### [Task prompt]
Reproduce word for word, from the entries below, the line with "<!-- secondary -->", the line with "<!-- cycleway-far2 casing -->", and every line between them, and nothing more.

[Stored items]
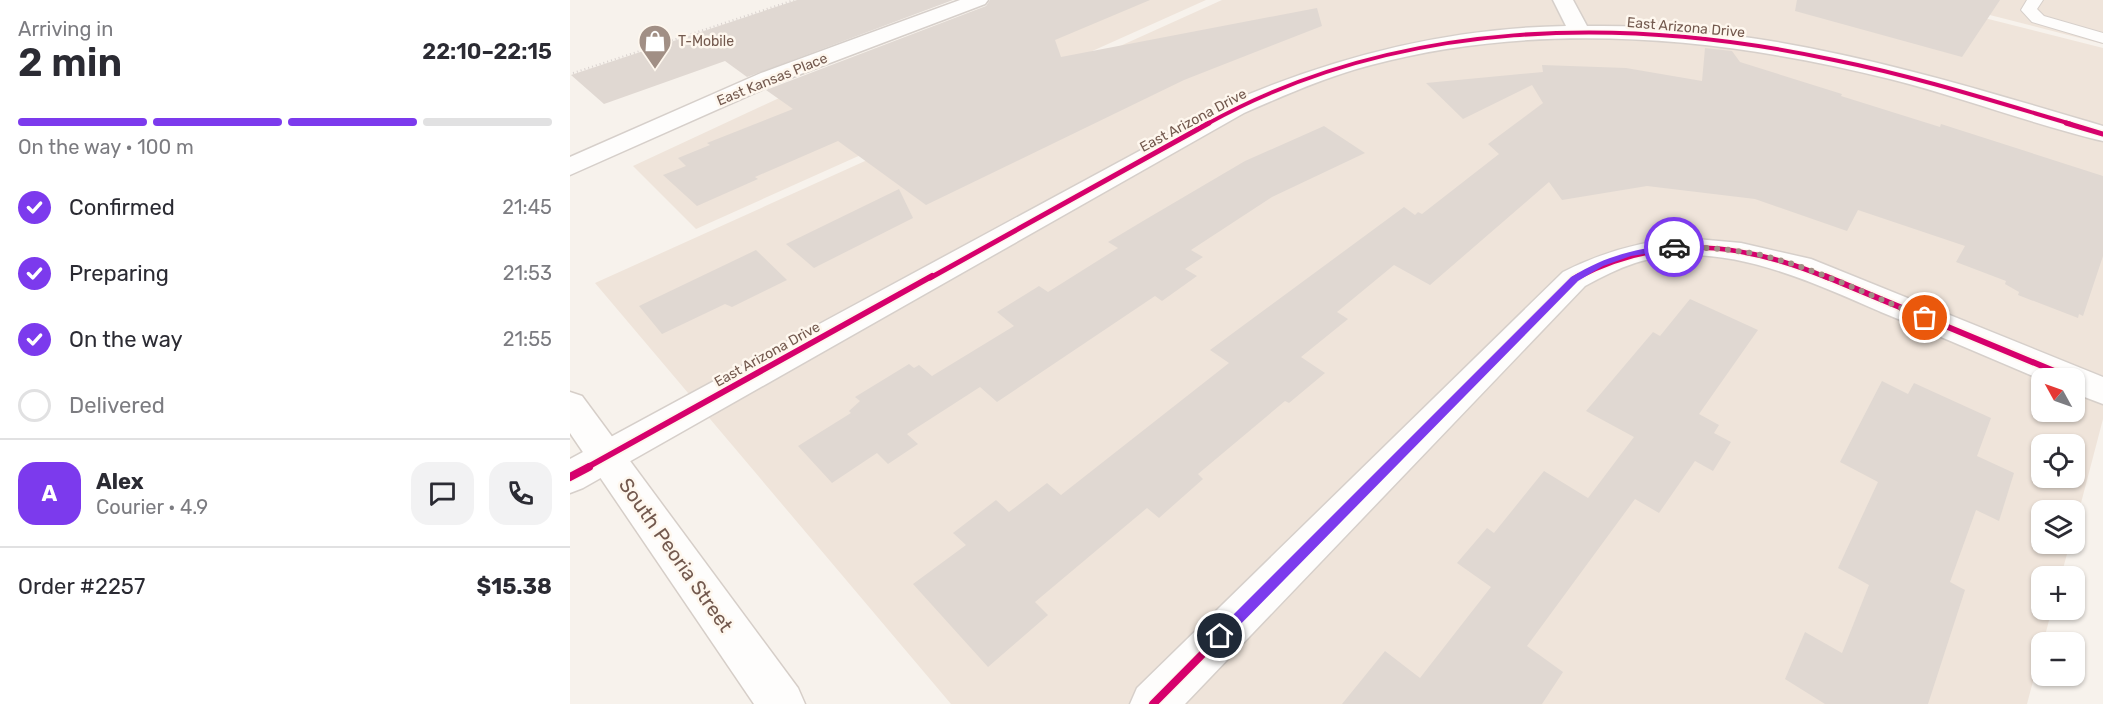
<!DOCTYPE html>
<html lang="en">
<head>
<meta charset="utf-8">
<style>
  :root { --surface:#fff; --page:#f2f2f3; --text:#2b2b33; --muted:#7c7c81; --line:#e1e1e2; --accent:#7c3aed }
  body { margin:0; font-family:Rubik,sans-serif; background:var(--page); color:var(--text); height:100vh; display:flex; flex-direction:column; font-size:22px; white-space:nowrap }
  * { box-sizing:border-box; margin:0 }
  p { font-size:20px; color:var(--muted) }
  .icon { flex:none; width:33px; height:33px; fill:none; stroke:currentColor; stroke-width:2; stroke-linecap:round; stroke-linejoin:round }
  .map { position:relative; flex:1; overflow:hidden }
  .details { display:flex; flex-direction:column; background:var(--surface); width:570px }
  .details>* { flex:none }
  .needle { width:39px; rotate:310deg }
  .buttons { position:absolute; left:1461px; top:368px; display:grid; gap:12px }
  .buttons a { display:grid; place-items:center; width:54px; height:54px; border-radius:12px; background:var(--surface); box-shadow:0 2px 4px #0004; font-size:30px }
  .pin { position:absolute; display:grid; place-items:center; width:51px; height:51px; color:#fff; margin:-26px; border:3px solid #fff; border-radius:50%; box-shadow:0 2px 6px #0007 }
  .courier { position:absolute; display:grid; place-items:center; width:60px; height:60px; margin:-30px; border:4px solid #7c3aed; border-radius:50%; background:#fff; color:#222; box-shadow:0 2px 8px #0007 }
  .summary em { font-style:normal; font-weight:600 }
  .summary div { display:flex; flex-direction:column-reverse }
  .summary { display:flex; align-items:center; justify-content:space-between; height:102px; padding:0 18px }
  h1 { font-size:39px; font-weight:600; line-height:45px }
  .bar { display:grid; grid-template-columns:repeat(4,1fr); gap:9px 6px; align-content:center; height:72px; padding:0 18px }
  .bar i { height:8px; border-radius:4px; background:var(--line) }
  .bar .current { background:var(--accent) }
  .bar p { grid-column:span 4 }
  .line { display:flex; align-items:center; gap:15px; padding:0 18px; border-top:2px solid var(--line) }
  .line div { flex:1 }
  .round { display:grid; place-items:center; flex:none; width:63px; height:63px; border-radius:18px; background:var(--page) }
  ol { padding:0 18px; list-style:none }
  li { display:flex; align-items:center; gap:18px; height:66px }
  li p { margin-inline-start:auto }
  li .icon { padding:6px; border-radius:50%; background:var(--accent); color:#fff; stroke-width:4 }
  li:last-child { color:var(--muted) }
  li i { width:33px; height:33px; border:3px solid var(--line); border-radius:50% }
  main { display:flex; flex:1; min-height:0 }
  .map>svg:first-child { display:block }
  .residential { fill:#efe4da; fill-rule:evenodd }
  .building { fill:#e0d8d2 }
  .lines { fill:none; stroke-linecap:round; stroke-linejoin:round }
  .service-casing { stroke:#d6cfca; stroke-width:2 }
  .minor-casing { stroke:#d6cfca; stroke-width:3 }
  .secondary-casing { stroke:#d6cec8; stroke-width:3 }
  .path { stroke:#d9d2cf; stroke-width:2; stroke-dasharray:1 3; stroke-linecap:butt }
  .service { fill:#fefdfc; fill-rule:evenodd }
  .minor { fill:#fefdfc; fill-rule:evenodd }
  .secondary { fill:#fefdfc; fill-rule:evenodd }
  .cycleway-far3-casing { stroke:#fef7ee; stroke-width:6 }
  .cycleway-far2-casing { stroke:#fef7ee; stroke-width:8 }
  .cycleway-far1-casing { stroke:#fef7ee; stroke-width:10 }
  .cycleway-casing { stroke:#fef7ee; stroke-width:11 }
  .cycleway-far3 { stroke:#d6006c; stroke-width:4 }
  .cycleway-far2 { stroke:#d6006c; stroke-width:5 }
  .cycleway-far1 { stroke:#d6006c; stroke-width:6 }
  .cycleway { stroke:#d6006c; stroke-width:8 }
  .route { fill:#7c3aed }
  .done { stroke:#a18f85; stroke-width:6; stroke-dasharray:0 10.8 }
  .labels { text-anchor:middle; stroke-width:5; stroke-linejoin:round; paint-order:stroke }
  .far-street-label { font-size:14px; fill:#73594e; stroke:#fef7ee }
  .far-poi-label { font-size:14px; fill:#73594e; stroke:#fef7ee; text-anchor:start }
  .near-street-label { font-size:20px; fill:#73594e; stroke:#fef7ee }
</style>
</head>
<body>
<main>
<section class="details">
<div class="summary"><div><h1>2 min</h1><p>Arriving in</p></div><em>22:10–22:15</em></div>
<div class="bar"><i class="current"></i><i class="current"></i><i class="current"></i><i></i><p>On the way · 100 m</p></div>
<ol>
<li><svg class="icon" aria-label="check" viewBox="0 0 24 24"><path d="M5 12l5 5 9-10"/></svg>Confirmed<p>21:45</p></li>
<li><svg class="icon" aria-label="check" viewBox="0 0 24 24"><path d="M5 12l5 5 9-10"/></svg>Preparing<p>21:53</p></li>
<li><svg class="icon" aria-label="check" viewBox="0 0 24 24"><path d="M5 12l5 5 9-10"/></svg>On the way<p>21:55</p></li>
<li><i></i>Delivered</li>
</ol>
<div class="line" style="height:108px"><b class="round" style="background:var(--accent);color:#fff">A</b><div><b>Alex</b><p>Courier · 4.9</p></div><a class="round"><svg class="icon" aria-label="chat" viewBox="0 0 24 24"><path d="M4 5h16v11H9l-5 4z"/></svg></a><a class="round"><svg class="icon" aria-label="phone" viewBox="0 0 24 24"><path d="M5 4h4l2 5-3 2q2 4 5 5l2-3 5 2v4C11 20 4 13 5 4z"/></svg></a></div>
<div class="line" style="height:78px"><div>Order #2257</div><b>$15.38</b></div>
</section>
<div class="map">
<svg width="1533" height="704" viewBox="0 0 1533 704">
  <rect width="100%" height="100%" fill="#f7f2ec"/>
  <!-- residential -->
  <g class="residential">
    <polygon points="460,0 636,0 126,229 63,166 233,87"/>
    <path d="M652 0H1343L1533 48V419L1505 526 1504 510H1472V543H1500L1491 576H1472V609H1482L1457 704H381L25 283ZM1472 378H1504V411H1472ZM1472 444H1504V477H1472Z"/>
    <polygon points="1361,0 1533,0 1533,44"/>
  </g>
  <!-- building -->
  <g class="building">
    <polygon points="227,0 383,0 177,77 155,61 34,104 1,75"/>
    <polygon points="420,0 580,0 485,40 491,57 747,8 752,26 614,80 356,205 268,141 185,177 188,179 127,206 93,175 116,166 108,158 140,145 137,143 223,109 196,90 416,6"/>
    <polygon points="1227,0 1430,0 1392,57 1225,11"/>
    <polygon points="1135,48 1162,51 1170,62 1272,94 1271,96 1370,127 1371,124 1533,176 1533,256 1513,316 1509,314 1508,318 1448,295 1449,292 1435,284 1436,281 1386,262 1395,246 1288,210 1277,231 1185,199 1077,186 992,200 979,182 860,285 824,265 767,312 778,319 731,357 755,373 719,403 715,401 628,474 633,479 589,518 577,508 465,602 478,615 418,667 343,584 396,545 383,533 426,500 439,512 477,483 491,495 659,363 640,350 834,207 845,215 848,212 852,214 929,154 918,144 973,103 962,85 893,119 856,83 973,72 972,65 1056,68 1132,81"/>
    <polygon points="754,126 795,153 702,197 621,250 633,257 615,269 627,276 592,301 585,296 427,402 410,387 337,434 348,444 318,464 307,453 262,483 228,446 281,413 279,411 290,401 285,397 339,364 344,368 349,365 362,376 444,326 427,312 469,286 478,292 548,248 538,242 573,221 675,161"/>
    <polygon points="329,189 343,218 244,268 216,244"/>
    <polygon points="186,250 217,280 162,307 155,304 92,334 69,306"/>
    <polygon points="1120,299 1188,330 1129,414 1149,425 1144,433 1161,442 1143,471 1125,461 1089,513 1065,499 957,646 993,672 972,704 772,704 815,651 850,678 921,587 887,563 917,528 924,533 974,471 1018,498 1064,437 1016,411 1083,332 1090,336"/>
    <polygon points="1312,381 1338,394 1344,383 1421,418 1407,456 1444,473 1429,521 1406,510 1380,582 1395,590 1358,704 1255,704 1215,679 1235,632 1272,653 1299,585 1268,568 1308,482 1270,462"/>
  </g>
  <g class="lines">
    <!-- service casing -->
    <g class="service-casing">
      <polygon id="service" points="1457,0 1473,0 1467,9 1474,16 1533,33 1533,43 1462,22 1451,10"/>
    </g>
    <!-- minor casing -->
    <g class="minor-casing">
      <g id="minor">
        <polygon points="390,0 418,0 415,4 207,83 0,175 0,157 191,73"/>
        <path d="M983 0H1003L1017 26C1194 23 1365 76 1533 126V141C1461 124 1392 97 1320 79 1152 37 970 20 801 65 758 76 715 95 674 113L13 488 0 493V459L658 103C766 56 878 28 996 26Z"/>
        <path d="M1115 238 1171 243 1241 259 1533 377V404L1504 393V378L1472 380C1418 357 1365 334 1311 312 1237 280 1147 237 1065 263 1047 269 1031 277 1015 286L615 704H560L567 688 993 272C1033 252 1071 241 1115 238Z"/>
      </g>
    </g>
    <!-- secondary casing -->
    <g class="secondary-casing">
      <polygon id="secondary" points="0,392 12,396 228,688 235,704 184,704 0,433"/>
    </g>
    <!-- path -->
    <polyline class="path" points="3,73 224,0"/>
    <!-- service -->
    <use href="#service" class="service"/>
    <!-- minor -->
    <use href="#minor" class="minor"/>
    <!-- secondary -->
    <use href="#secondary" class="secondary"/>
    <!-- cycleway-far3 casing -->
    <g class="cycleway-far3-casing">
      <path id="cycleway-far3" d="M637 124C828 18 1055 15 1264 60 1344 76 1423 101 1501 124"/>
    </g>
    <!-- cycleway-far2 casing -->
    <g class="cycleway-far2-casing">
      <g id="cycleway-far2">
        <polyline points="1496,123 1533,134"/>
        <polyline points="360,278 639,123"/>
        <path d="M1006 278C1092 233 1171 242 1258 278"/>
      </g>
    </g>
    <!-- cycleway-far1 casing -->
    <g class="cycleway-far1-casing">
      <g id="cycleway-far1">
        <polyline points="1255,276 1501,378"/>
        <polyline points="16,468 362,276"/>
        <polyline points="817,468 1004,279 1009,276"/>
      </g>
    </g>
    <!-- cycleway casing -->
    <g class="cycleway-casing">
      <g id="cycleway">
        <polyline points="0,477 19,467"/>
        <polyline points="583,704 818,467"/>
      </g>
    </g>
    <!-- cycleway-far3 -->
    <use href="#cycleway-far3" class="cycleway-far3"/>
    <!-- cycleway-far2 -->
    <use href="#cycleway-far2" class="cycleway-far2"/>
    <!-- cycleway-far1 -->
    <use href="#cycleway-far1" class="cycleway-far1"/>
    <!-- cycleway -->
    <use href="#cycleway" class="cycleway"/>
  </g>
  <!-- route -->
  <path class="route" d="M1104 244 1107 245V249L1061 256 1033 266 1008 281 655 640 650 642 646 640 644 636 646 632 1001 277C1038 255 1062 250 1104 244Z"/>
  <g class="lines">
    <!-- done -->
    <path class="done" d="M1104 247C1133 247 1162 249 1191 255 1248 269 1301 296 1355 318"/>
  </g>
  <!-- icons -->
  <defs>
    <g id="shop-pin" transform="scale(1.725)"><path d="M0 17L-7.5 6A9.5 9.5 0 1 1 7.5 6Z" fill="#a18f85" stroke="#fef7ee"/><path d="M-5-2.5h2.3a2.7 3.5 0 0 1 5.4 0H5L5.5 6h-11ZM-1.5-2.5h3a1.5 2.3 0 0 0-3 0Z" fill="#fff"/></g>
  </defs>
  <g fill-rule="evenodd">
    <use href="#shop-pin" x="85" y="41"/>
  </g>
  <g class="labels">
    <!-- far-street labels -->
    <g class="far-street-label">
      <text transform="translate(1116 27) rotate(5)" y="5">East Arizona Drive</text>
      <text transform="translate(202 79) rotate(-22)" y="5">East Kansas Place</text>
      <text transform="translate(623 120) rotate(-28)" y="5">East Arizona Drive</text>
      <text transform="translate(197 354) rotate(-29)" y="5">East Arizona Drive</text>
    </g>
    <!-- far-poi labels -->
    <g class="far-poi-label">
      <text x="108" y="46">T-Mobile</text>
    </g>
    <!-- near-street labels -->
    <g class="near-street-label">
      <text transform="translate(106 555) rotate(55)" y="7">South Peoria Street</text>
    </g>
  </g>
</svg>
<div class="buttons">
<a><svg class="needle" viewBox="-14 -14 28 28"><path d="M0-13l5 13h-10z" fill="#e53935"/><path d="M0 13l5-13h-10z" fill="#7c7c81"/></svg></a>
<a><svg class="icon" aria-label="locate" viewBox="0 0 24 24"><circle cx="12" cy="12" r="6"/><path d="M12 2v4M12 18v4M2 12h4M18 12h4"/></svg></a>
<a><svg class="icon" aria-label="layers" viewBox="0 0 24 24"><path d="M12 4l9 5-9 5-9-5zM3 14l9 5 9-5"/></svg></a>
<a>+</a>
<a>−</a>
</div>
<div class="pin" style="left:1355px;top:318px;background:#ea580c"><svg class="icon" aria-label="bag" viewBox="0 0 24 24"><path d="M5 8h14l-1 12H6zM9 8a3 3 0 0 1 6 0"/></svg></div>
<div class="pin" style="left:650px;top:636px;background:#1f2937"><svg class="icon" aria-label="home" viewBox="0 0 24 24"><path d="M3 11l9-7 9 7M6 9v11h12V9"/></svg></div>
<div class="courier" style="left:1104px;top:247px"><svg class="icon" aria-label="car" viewBox="0 0 24 24"><path d="M5 17H2v-5l4-1 3-4h7l3 4 3 1v5h-3M9 17h6M6 11h13"/><circle cx="7" cy="17" r="2"/><circle cx="17" cy="17" r="2"/></svg></div>
</div>
</main>
</body>
</html>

### [Exercise output]
    <!-- secondary -->
    <use href="#secondary" class="secondary"/>
    <!-- cycleway-far3 casing -->
    <g class="cycleway-far3-casing">
      <path id="cycleway-far3" d="M637 124C828 18 1055 15 1264 60 1344 76 1423 101 1501 124"/>
    </g>
    <!-- cycleway-far2 casing -->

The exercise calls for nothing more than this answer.